▶ _Dataset content_:
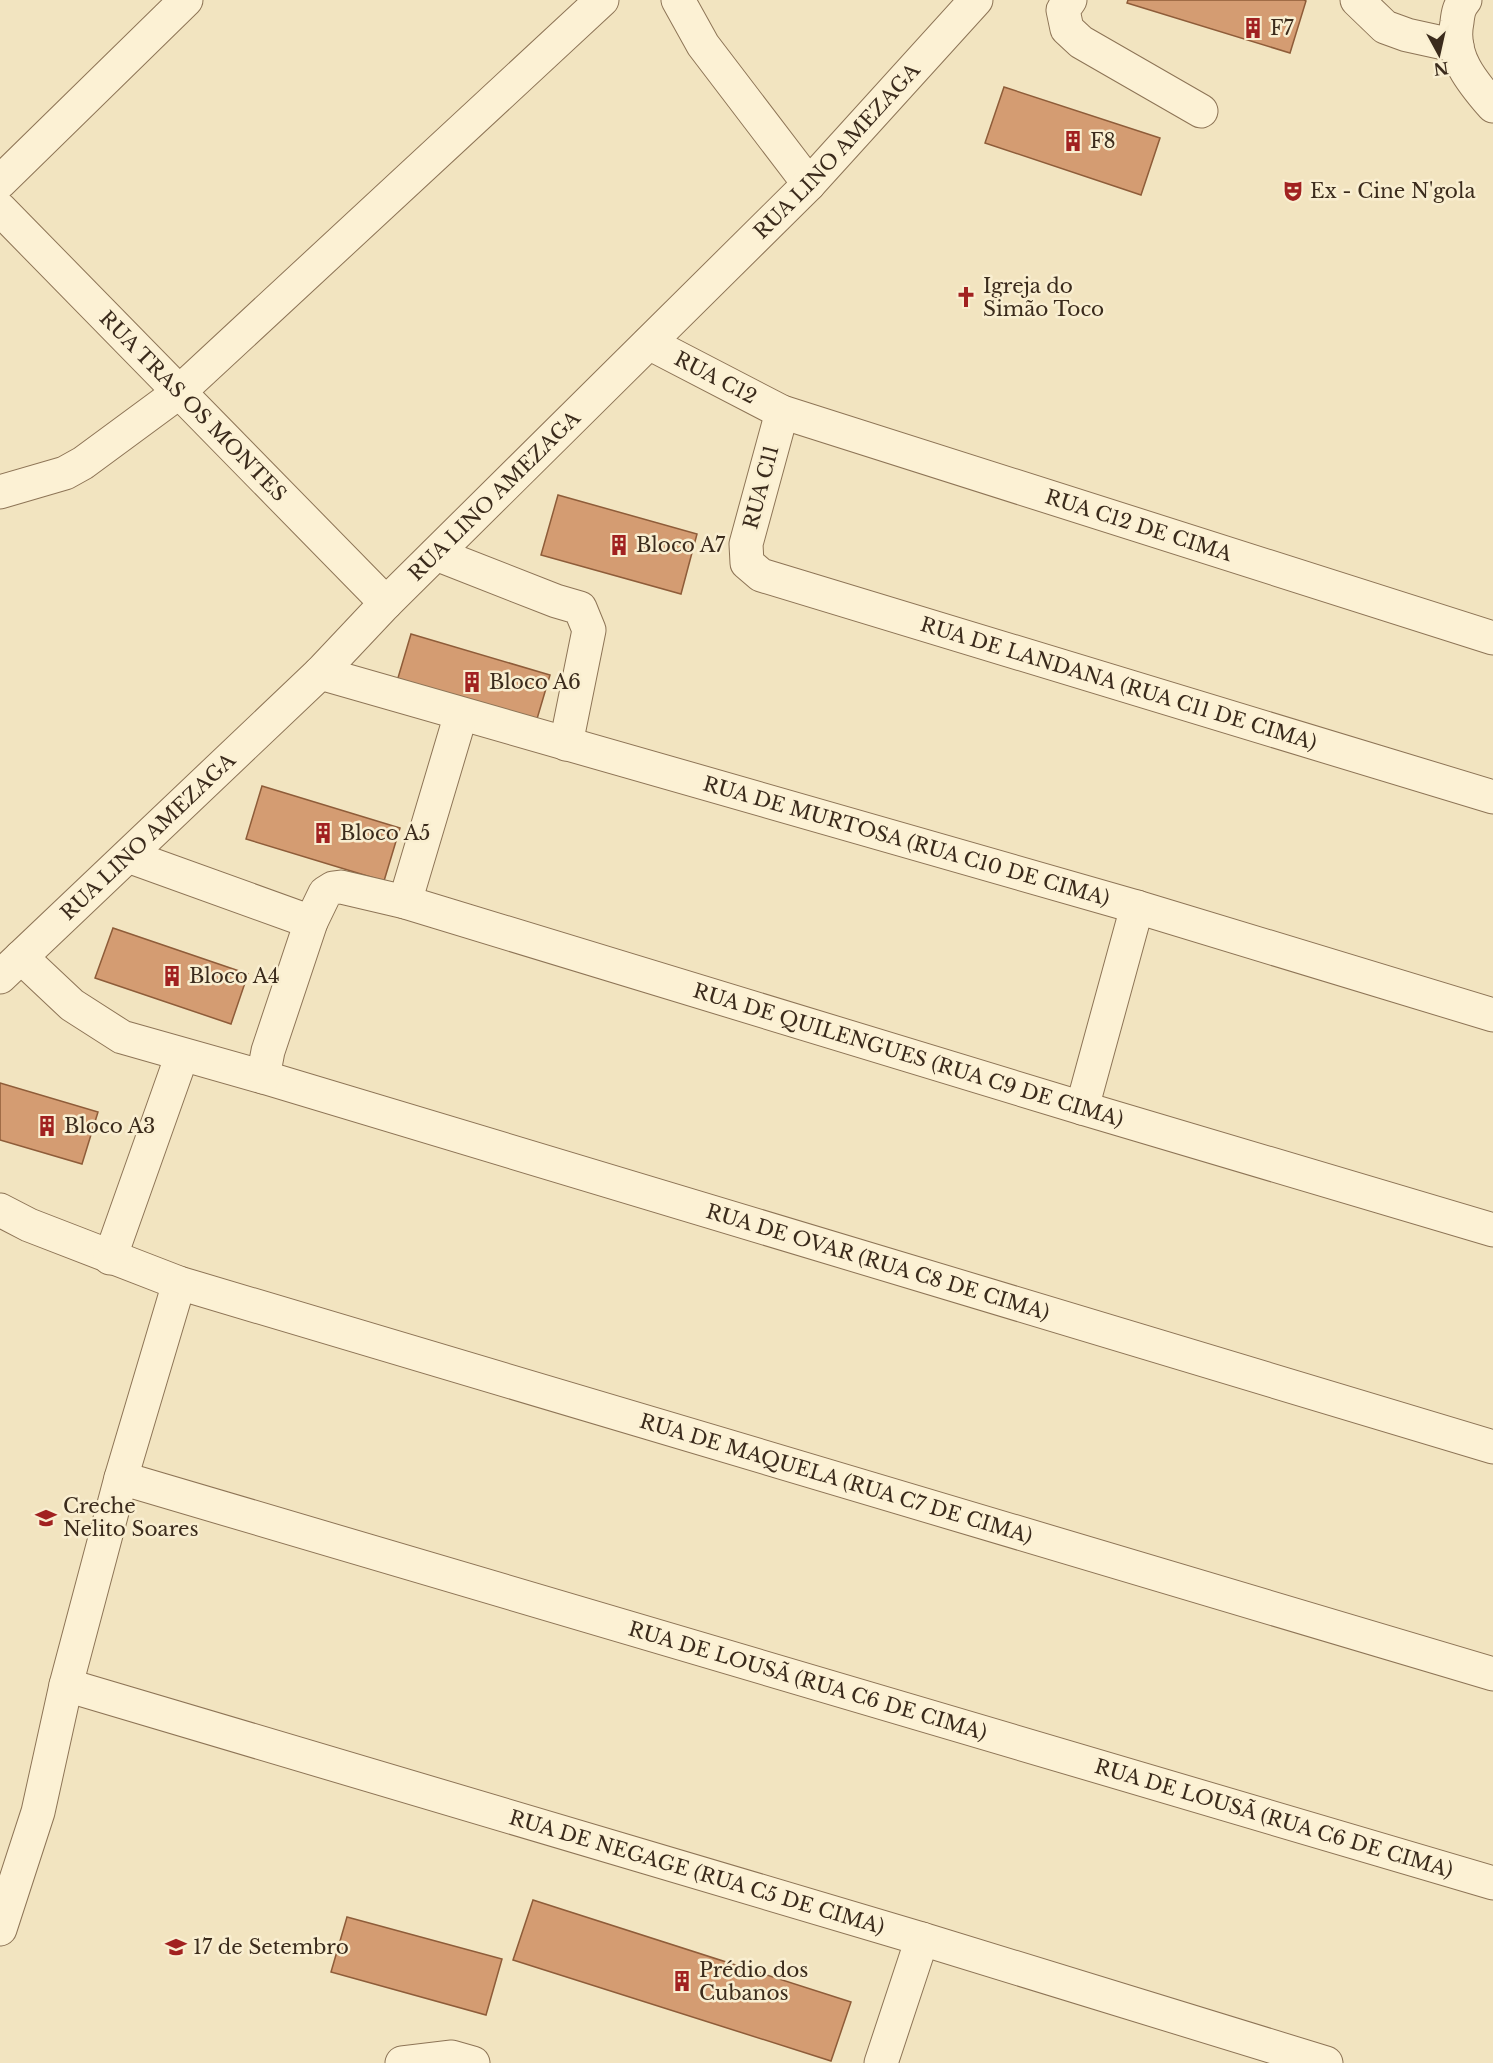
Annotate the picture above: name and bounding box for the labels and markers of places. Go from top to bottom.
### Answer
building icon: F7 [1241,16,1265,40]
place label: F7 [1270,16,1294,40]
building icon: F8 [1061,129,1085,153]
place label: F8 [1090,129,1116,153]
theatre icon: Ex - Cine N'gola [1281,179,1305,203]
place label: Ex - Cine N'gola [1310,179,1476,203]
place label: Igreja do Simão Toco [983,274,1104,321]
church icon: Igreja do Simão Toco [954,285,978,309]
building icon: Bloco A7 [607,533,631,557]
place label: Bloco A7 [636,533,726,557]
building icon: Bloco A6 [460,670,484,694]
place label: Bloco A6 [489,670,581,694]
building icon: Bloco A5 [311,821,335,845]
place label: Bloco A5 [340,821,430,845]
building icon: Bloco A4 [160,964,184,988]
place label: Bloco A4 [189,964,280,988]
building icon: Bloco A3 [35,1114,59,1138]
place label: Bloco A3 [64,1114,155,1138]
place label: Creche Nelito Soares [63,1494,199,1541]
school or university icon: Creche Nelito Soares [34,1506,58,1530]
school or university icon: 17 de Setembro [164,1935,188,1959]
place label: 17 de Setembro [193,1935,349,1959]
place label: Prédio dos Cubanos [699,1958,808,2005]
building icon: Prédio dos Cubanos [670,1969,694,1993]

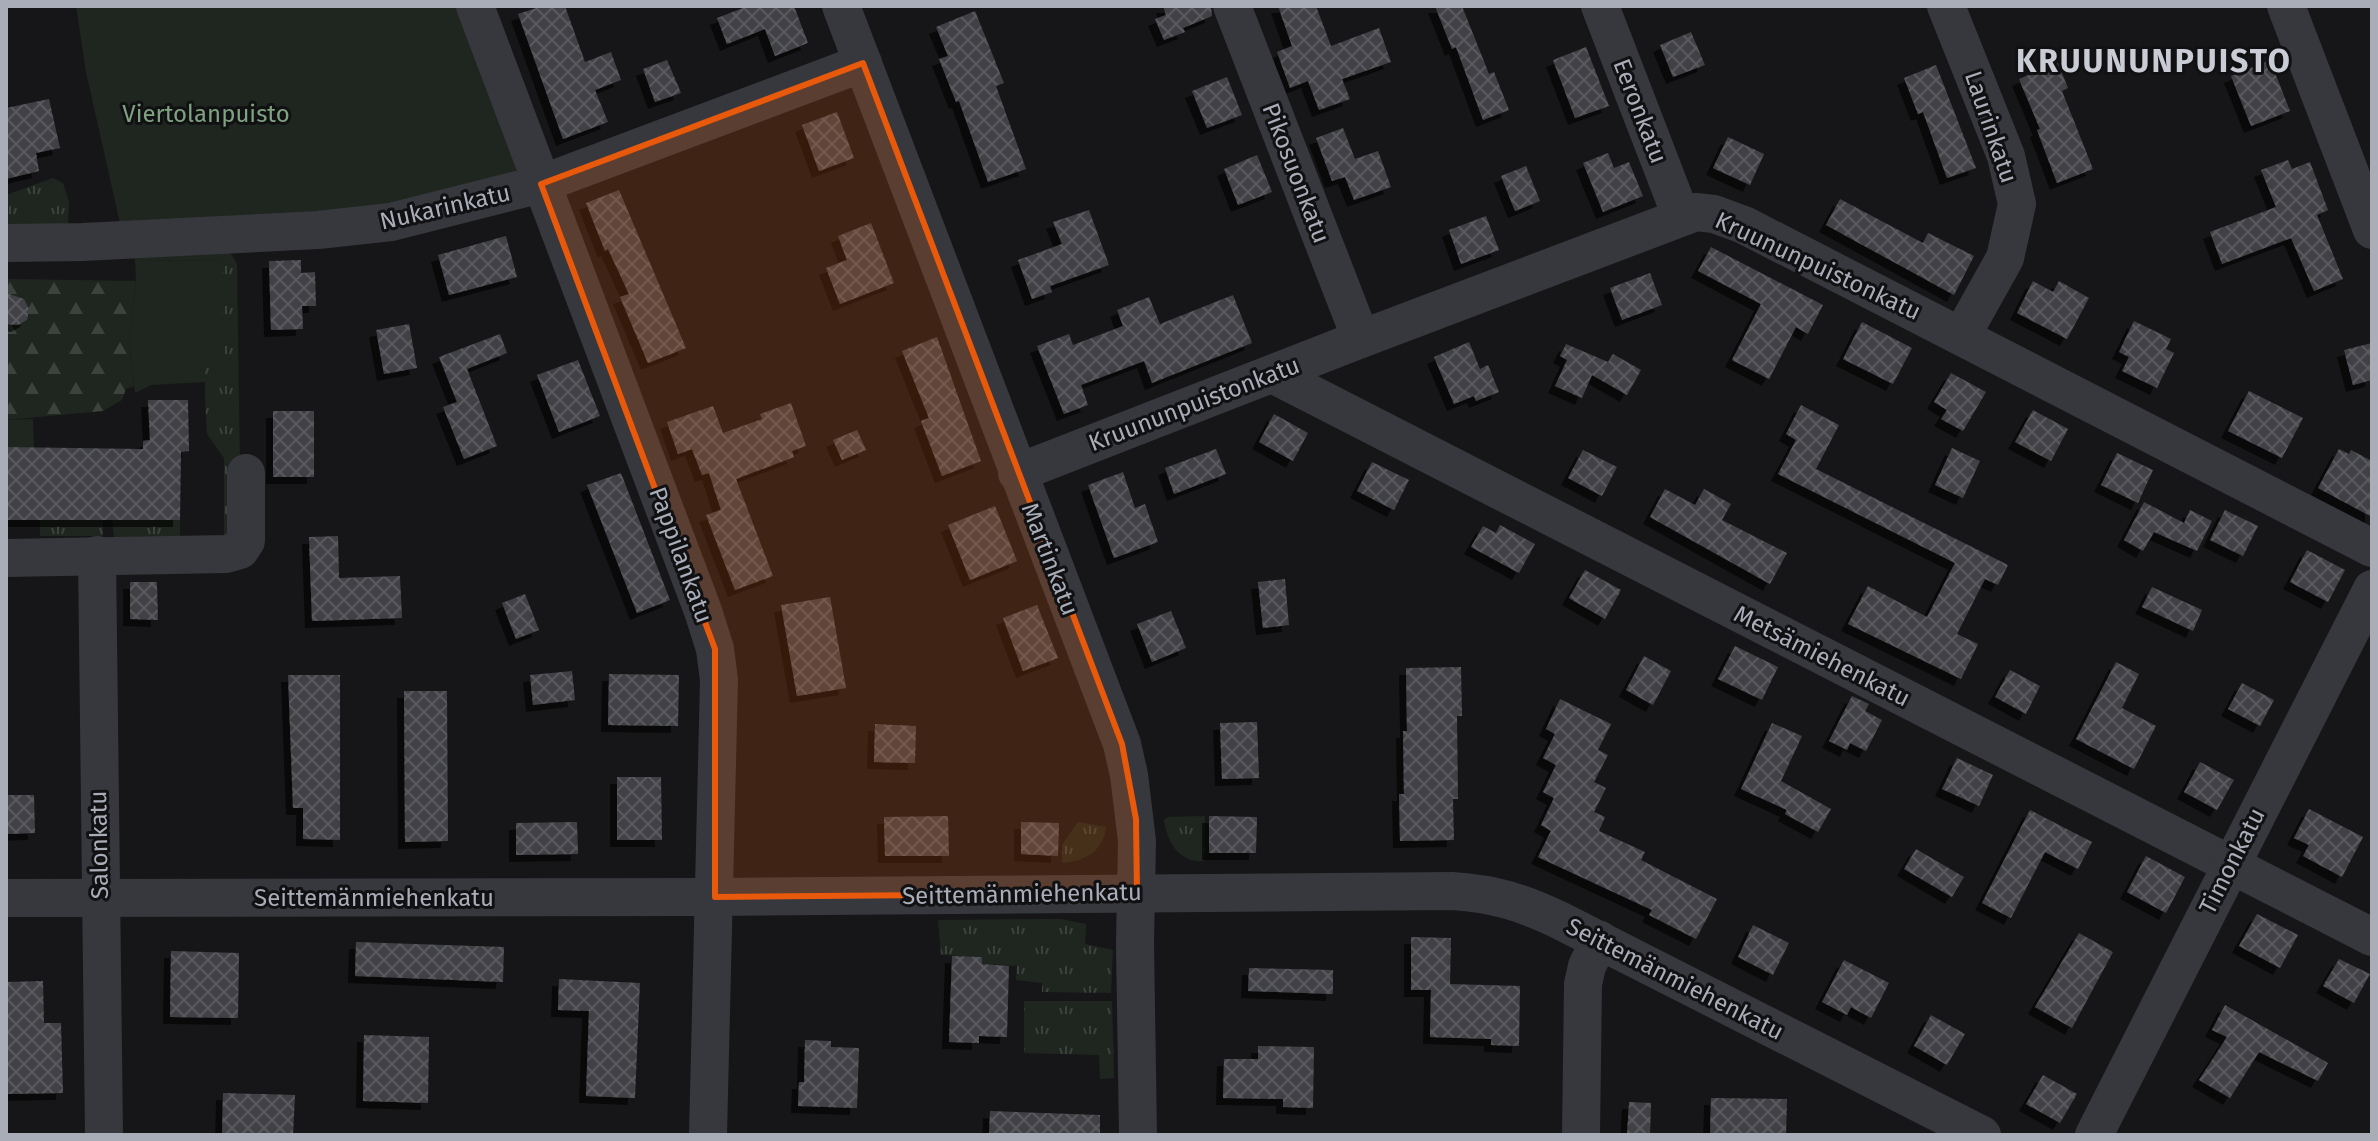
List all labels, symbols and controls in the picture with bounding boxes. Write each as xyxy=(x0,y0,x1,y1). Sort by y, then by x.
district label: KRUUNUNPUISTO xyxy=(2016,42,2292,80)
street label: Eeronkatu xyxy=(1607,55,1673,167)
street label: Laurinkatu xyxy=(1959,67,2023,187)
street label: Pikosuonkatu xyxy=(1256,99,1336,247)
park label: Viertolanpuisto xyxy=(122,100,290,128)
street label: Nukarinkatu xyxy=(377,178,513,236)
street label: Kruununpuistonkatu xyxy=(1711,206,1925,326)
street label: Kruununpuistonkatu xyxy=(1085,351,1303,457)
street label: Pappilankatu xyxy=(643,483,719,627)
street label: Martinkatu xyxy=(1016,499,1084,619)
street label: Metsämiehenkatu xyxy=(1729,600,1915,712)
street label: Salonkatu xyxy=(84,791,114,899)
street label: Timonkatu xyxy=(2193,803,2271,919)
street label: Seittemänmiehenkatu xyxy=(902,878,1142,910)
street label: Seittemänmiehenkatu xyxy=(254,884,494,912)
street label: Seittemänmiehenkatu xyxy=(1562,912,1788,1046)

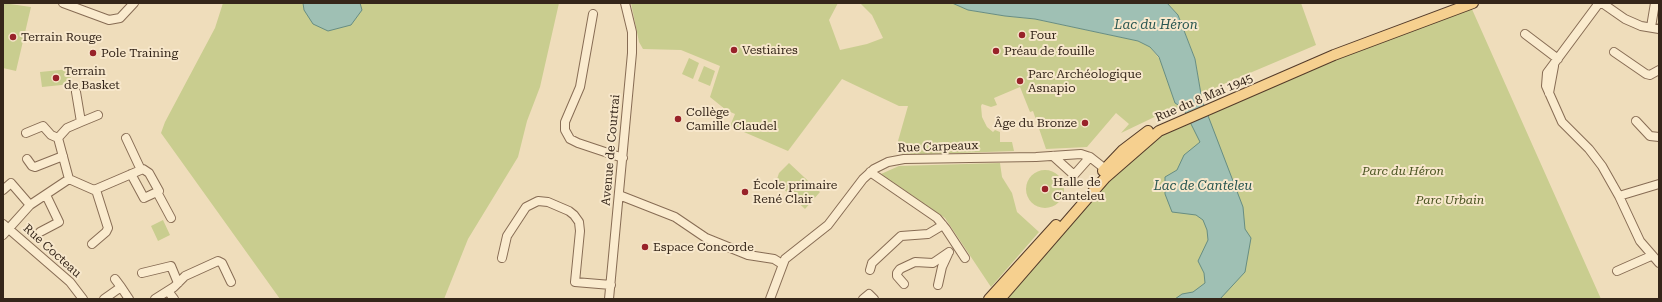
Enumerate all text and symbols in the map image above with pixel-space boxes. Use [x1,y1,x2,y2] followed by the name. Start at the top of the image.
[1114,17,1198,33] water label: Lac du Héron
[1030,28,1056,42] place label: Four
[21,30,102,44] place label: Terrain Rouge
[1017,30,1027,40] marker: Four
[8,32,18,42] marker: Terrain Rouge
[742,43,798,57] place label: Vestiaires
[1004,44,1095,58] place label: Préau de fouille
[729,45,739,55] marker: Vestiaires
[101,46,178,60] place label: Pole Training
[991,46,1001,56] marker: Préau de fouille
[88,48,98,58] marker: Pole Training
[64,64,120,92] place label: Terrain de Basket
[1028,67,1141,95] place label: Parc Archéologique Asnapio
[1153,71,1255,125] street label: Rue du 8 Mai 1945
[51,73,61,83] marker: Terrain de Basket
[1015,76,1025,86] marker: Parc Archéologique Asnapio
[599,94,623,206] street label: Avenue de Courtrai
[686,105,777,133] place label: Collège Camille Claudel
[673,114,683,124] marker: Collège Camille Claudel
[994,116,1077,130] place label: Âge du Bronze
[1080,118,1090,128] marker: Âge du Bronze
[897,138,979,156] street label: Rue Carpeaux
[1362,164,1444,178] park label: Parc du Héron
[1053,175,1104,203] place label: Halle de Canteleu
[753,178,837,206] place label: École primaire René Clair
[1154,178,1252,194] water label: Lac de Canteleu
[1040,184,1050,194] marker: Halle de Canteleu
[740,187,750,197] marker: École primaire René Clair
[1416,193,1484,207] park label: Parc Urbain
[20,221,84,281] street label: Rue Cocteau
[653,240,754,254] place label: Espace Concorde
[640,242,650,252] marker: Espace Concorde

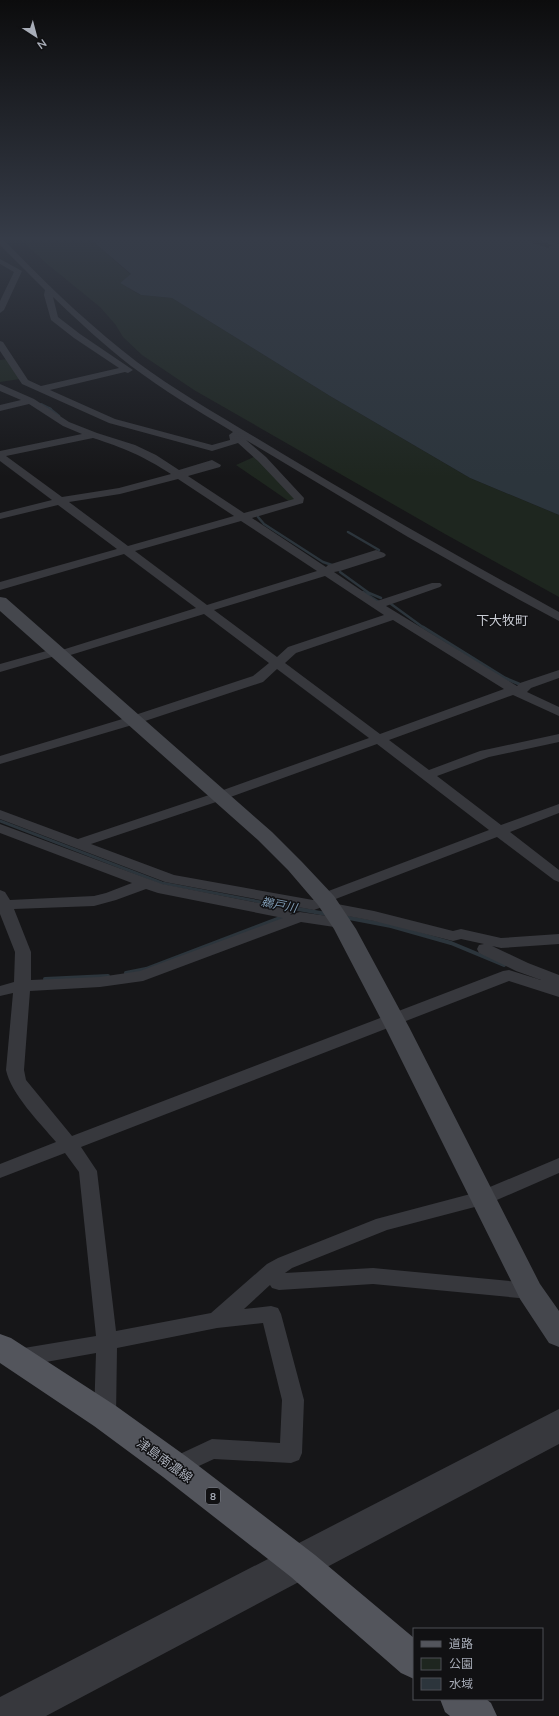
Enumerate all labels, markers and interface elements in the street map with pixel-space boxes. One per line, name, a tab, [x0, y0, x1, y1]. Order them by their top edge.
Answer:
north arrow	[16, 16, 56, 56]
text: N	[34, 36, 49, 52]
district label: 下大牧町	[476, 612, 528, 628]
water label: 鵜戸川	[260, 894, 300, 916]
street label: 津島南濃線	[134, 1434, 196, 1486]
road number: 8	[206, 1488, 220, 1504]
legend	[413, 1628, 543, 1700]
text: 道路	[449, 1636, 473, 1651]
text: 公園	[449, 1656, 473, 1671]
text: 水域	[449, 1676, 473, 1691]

▶ _How to complete this task_: From the data above, report how many lines include the string "markers". The number alone will do.

▶ _Exercise output_: 2